Moments like this come back in memory causing me to feel what I felt then. In this case, as in all of them, I felt tremendous sorrow to see the measure of how far away he'd gone. And I felt joy that I was allowing Jr to be able to function at least a little bit in his helpless phase. I wanted to be the one taking care of him, because I wanted to be there every minute to see that he was getting real care. The only way I could see that his care was up to my standard was to do it myself. It was the only way I could know with certainty he was not being robbed of his personal autonomy, or just plain robbed. It was important to me for him at least to believe he could write a check if he needed to, or drive his car.
Looking back, I tend to remember the Jr within I communicated with, the Jr I knew, the Jr behind the mind that fell away, Jr the individual soul. I didn't know the details of his soul's salvation, but when somebody asked about his soul, I said his soul is all right. Jr was another the song A Man Of Constant Sorrow was for, a man who knew its meaning. His life had a heap of major sorrows, but he didn't dwell on them. He went on daily into the future.
Every one of Jr's sorrows was one to knock him face down in the dirt. In the manner of Jr Maxwell, he got up, wiped his face with his sleeve and went back to working. He accepted them, one at a time, as something God gave him to get through. Like he once said to me, "I been through it and come out the other end." He like to didn't make it through the last one, Spider Woman abandoning him out of the blue as arrogantly as she did. Complicate it with severe loneliness and unable to work the sawmill or pull a wrench on a rusted bolt, and you end up with a man unable to do anything but watch cars, trucks and motorcycles go by on the highway, learning the flow patterns as a measure of the economy, like the way he watched the string hanging from a bell on his porch for the direction and speed of the wind.

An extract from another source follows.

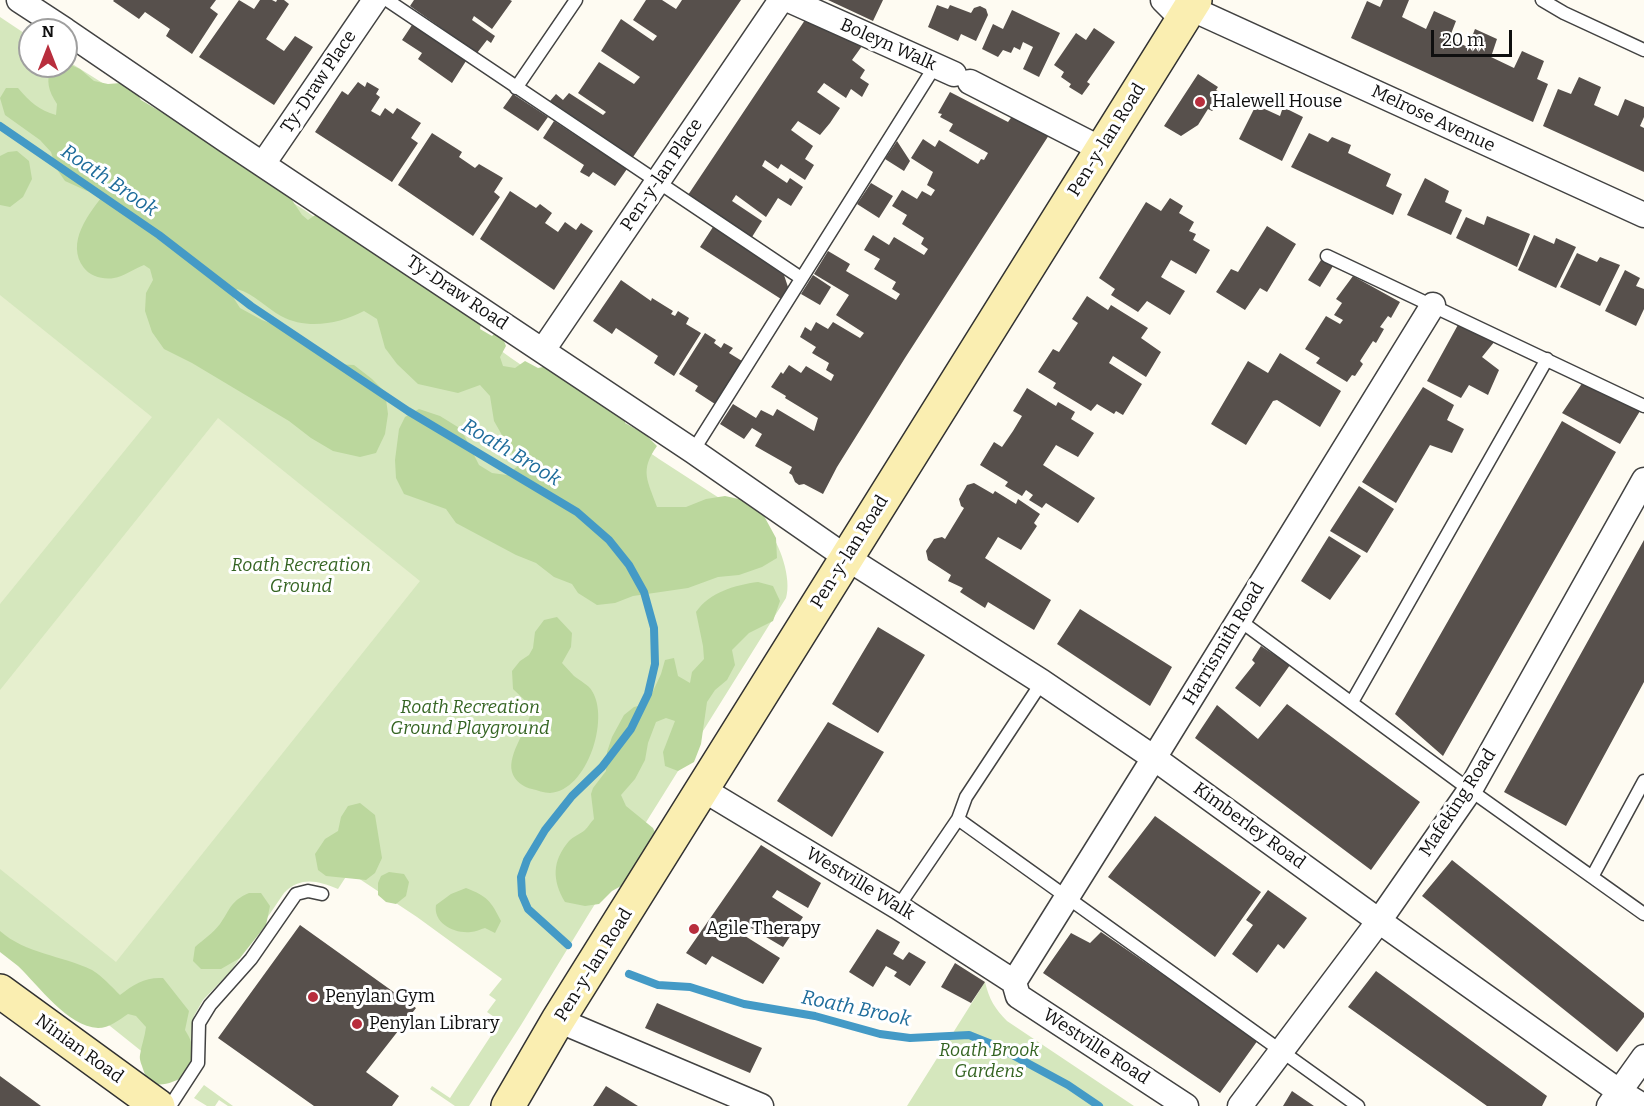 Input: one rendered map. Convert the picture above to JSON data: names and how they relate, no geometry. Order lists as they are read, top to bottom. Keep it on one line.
{"streets":{"street":["Boleyn Walk","Ty-Draw Place","Melrose Avenue","Pen-y-lan Road","Pen-y-lan Place","Ty-Draw Road","Harrismith Road","Mafeking Road","Kimberley Road","Westville Walk","Westville Road","Ninian Road"]},"crossings":[["Boleyn Walk","Pen-y-lan Road"],["Ty-Draw Place","Ty-Draw Road"],["Melrose Avenue","Pen-y-lan Road"],["Pen-y-lan Road","Ty-Draw Road"],["Pen-y-lan Road","Kimberley Road"],["Pen-y-lan Road","Westville Walk"],["Pen-y-lan Place","Ty-Draw Road"],["Ty-Draw Road","Kimberley Road"],["Harrismith Road","Kimberley Road"],["Harrismith Road","Westville Walk"],["Harrismith Road","Westville Road"],["Mafeking Road","Kimberley Road"],["Westville Walk","Westville Road"]],"water":["Roath Brook"],"parks":["Roath Recreation Ground","Roath Recreation Ground Playground","Roath Brook Gardens"],"places":["Halewell House","Agile Therapy","Penylan Gym","Penylan Library"],"scale_bar":"20 m","north":"top"} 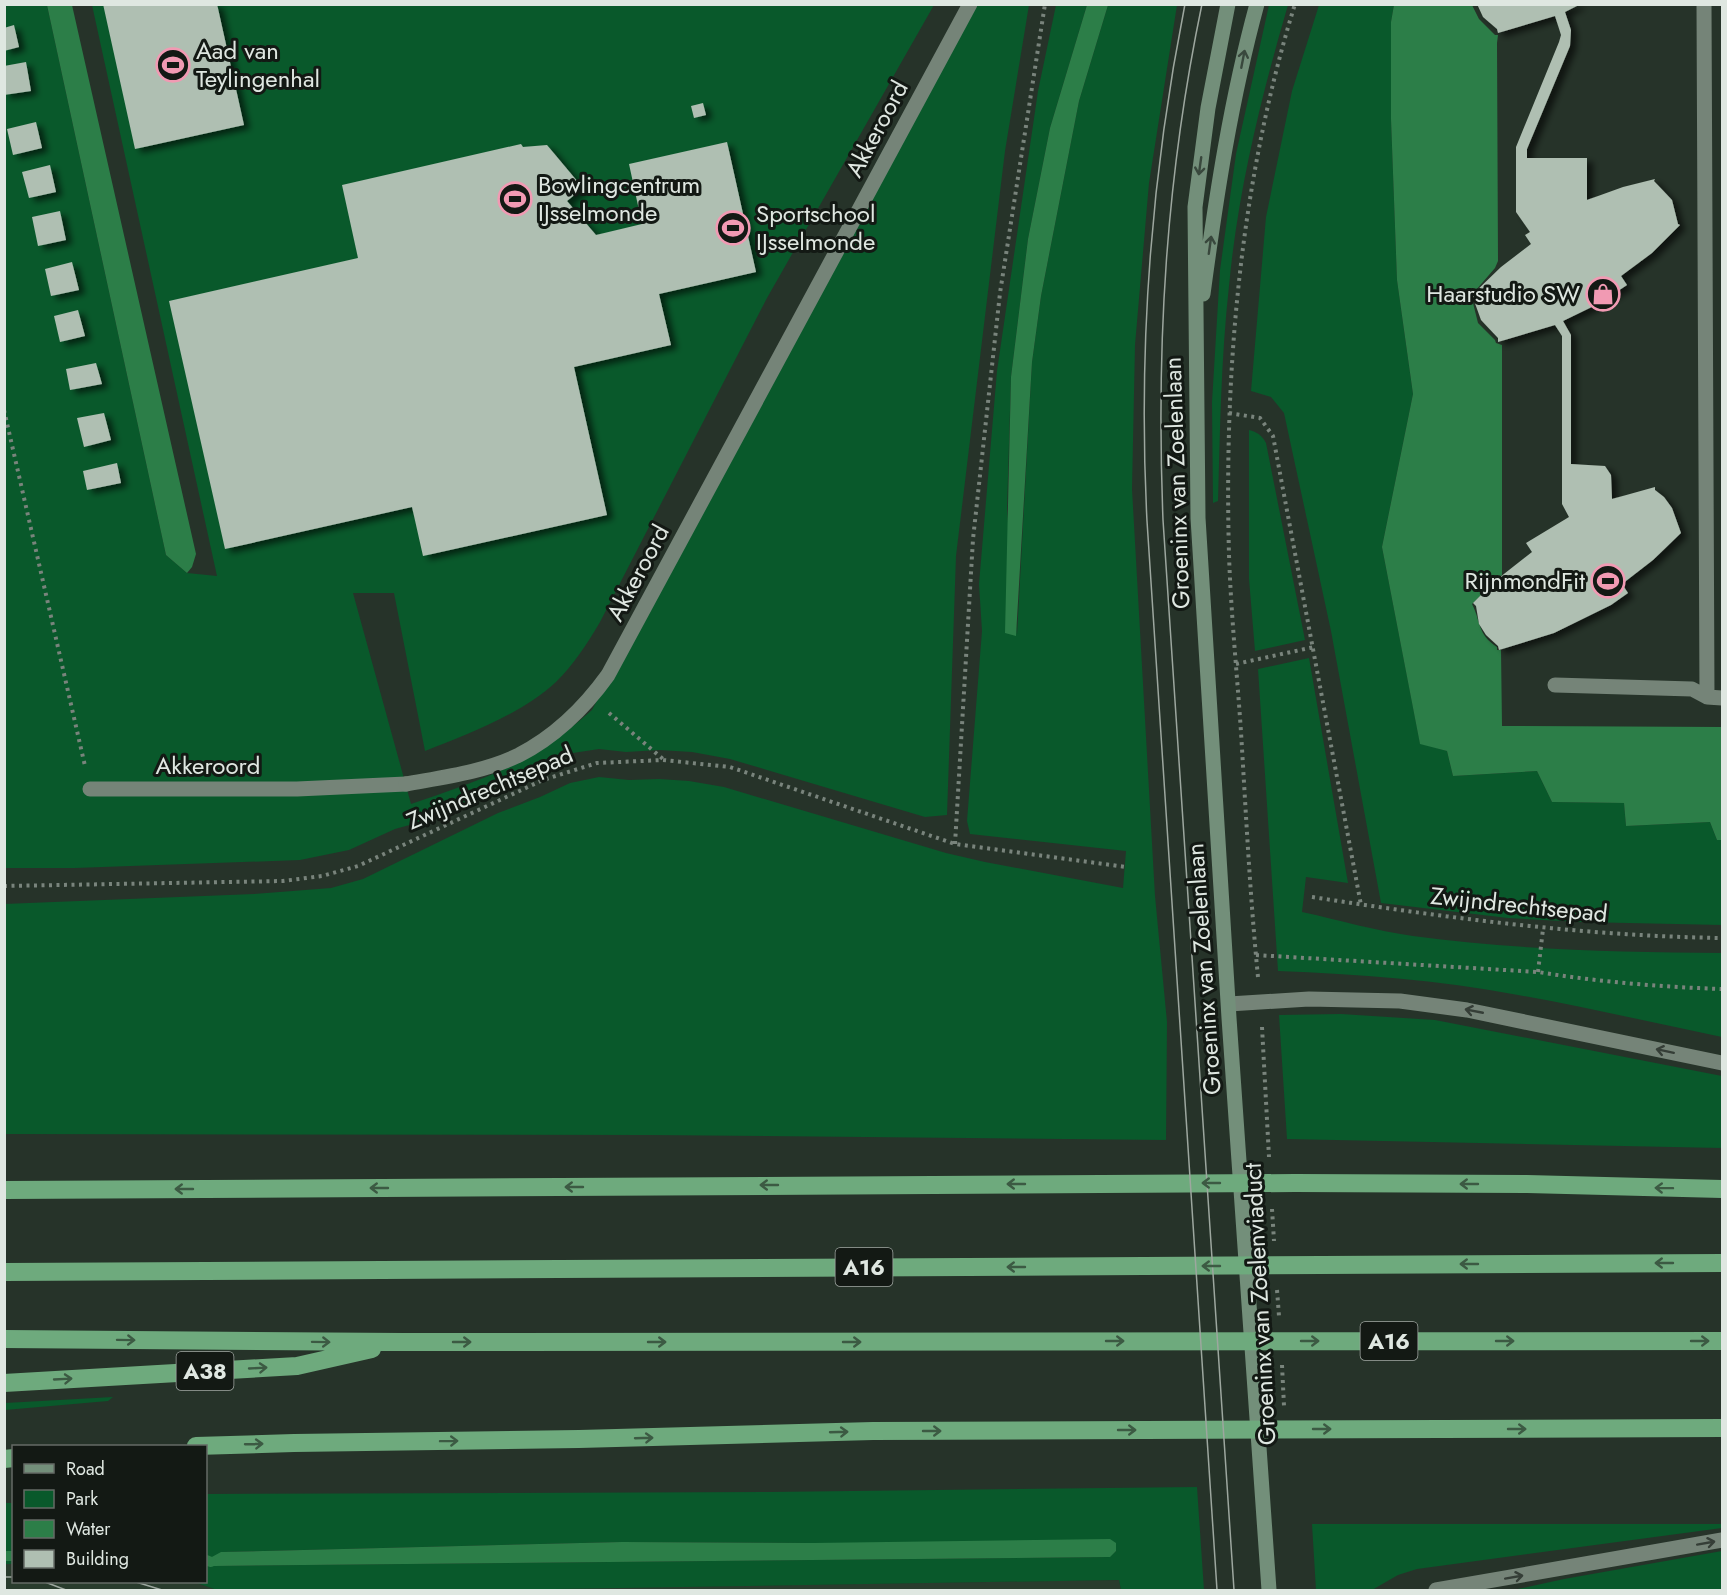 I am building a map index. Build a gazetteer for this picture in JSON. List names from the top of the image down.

A few years ago I went into Radio Shack and found an indoor thermometer that tells the temperature outdoors. Jr's body for 80 years of his life lived outdoors. He knew how the various temperatures felt, and if it was 20 outside and 80 inside, he'd be cold. The mercury thermometer was over by the door. The thermometer from Radio Shack looks like an ipod sized television. The screen tells the temperature outside in big letters easy to read from 6 or so feet away. There was a long period of time Jr watched it all day long like a television, watching the numbers change. He flowed with the temperature changes outside, while sitting indoors 75 degrees. I brought it home for my memory of Jr.
I'm glad he didn't watch television because I would have missed the experience of knowing Jr. I couldn't spend much time in a house with a tv going. And people who don't watch television think differently from people who do watch it. Not better or worse, just different. Our minds work better together in the same mental ballpark. We'd turn the news on at 5:15 to see the weather and half a dozen commercials, then turn it off.
At the table, he faced the front window that looked at the highway, and I faced the back window with the empty birdfeeder. I wanted to put seeds in it, but he didn't want it. There came a time I did put seeds in it and he didn't mind.